▸ ACTIVITY: The full listing is needed, transcribed word for word.

▸ SOURCE MATERIAL:
-=-=-

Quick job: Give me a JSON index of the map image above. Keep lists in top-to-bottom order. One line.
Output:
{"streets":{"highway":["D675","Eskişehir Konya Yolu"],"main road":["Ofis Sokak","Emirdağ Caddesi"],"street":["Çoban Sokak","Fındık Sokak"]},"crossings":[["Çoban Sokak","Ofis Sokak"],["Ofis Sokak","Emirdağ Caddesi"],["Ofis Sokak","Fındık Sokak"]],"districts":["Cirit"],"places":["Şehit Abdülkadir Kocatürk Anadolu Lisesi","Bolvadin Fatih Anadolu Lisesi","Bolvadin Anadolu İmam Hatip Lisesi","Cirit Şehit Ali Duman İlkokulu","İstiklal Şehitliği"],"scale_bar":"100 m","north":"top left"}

-=-=-

▸ ANSWER SPACE:
Quick job: Give me a JSON index of the map image above. Keep lists in top-to-bottom order. One line.
Output:
{"streets":{"highway":["D675","Eskişehir Konya Yolu"],"main road":["Ofis Sokak","Emirdağ Caddesi"],"street":["Çoban Sokak","Fındık Sokak"]},"crossings":[["Çoban Sokak","Ofis Sokak"],["Ofis Sokak","Emirdağ Caddesi"],["Ofis Sokak","Fındık Sokak"]],"districts":["Cirit"],"places":["Şehit Abdülkadir Kocatürk Anadolu Lisesi","Bolvadin Fatih Anadolu Lisesi","Bolvadin Anadolu İmam Hatip Lisesi","Cirit Şehit Ali Duman İlkokulu","İstiklal Şehitliği"],"scale_bar":"100 m","north":"top left"}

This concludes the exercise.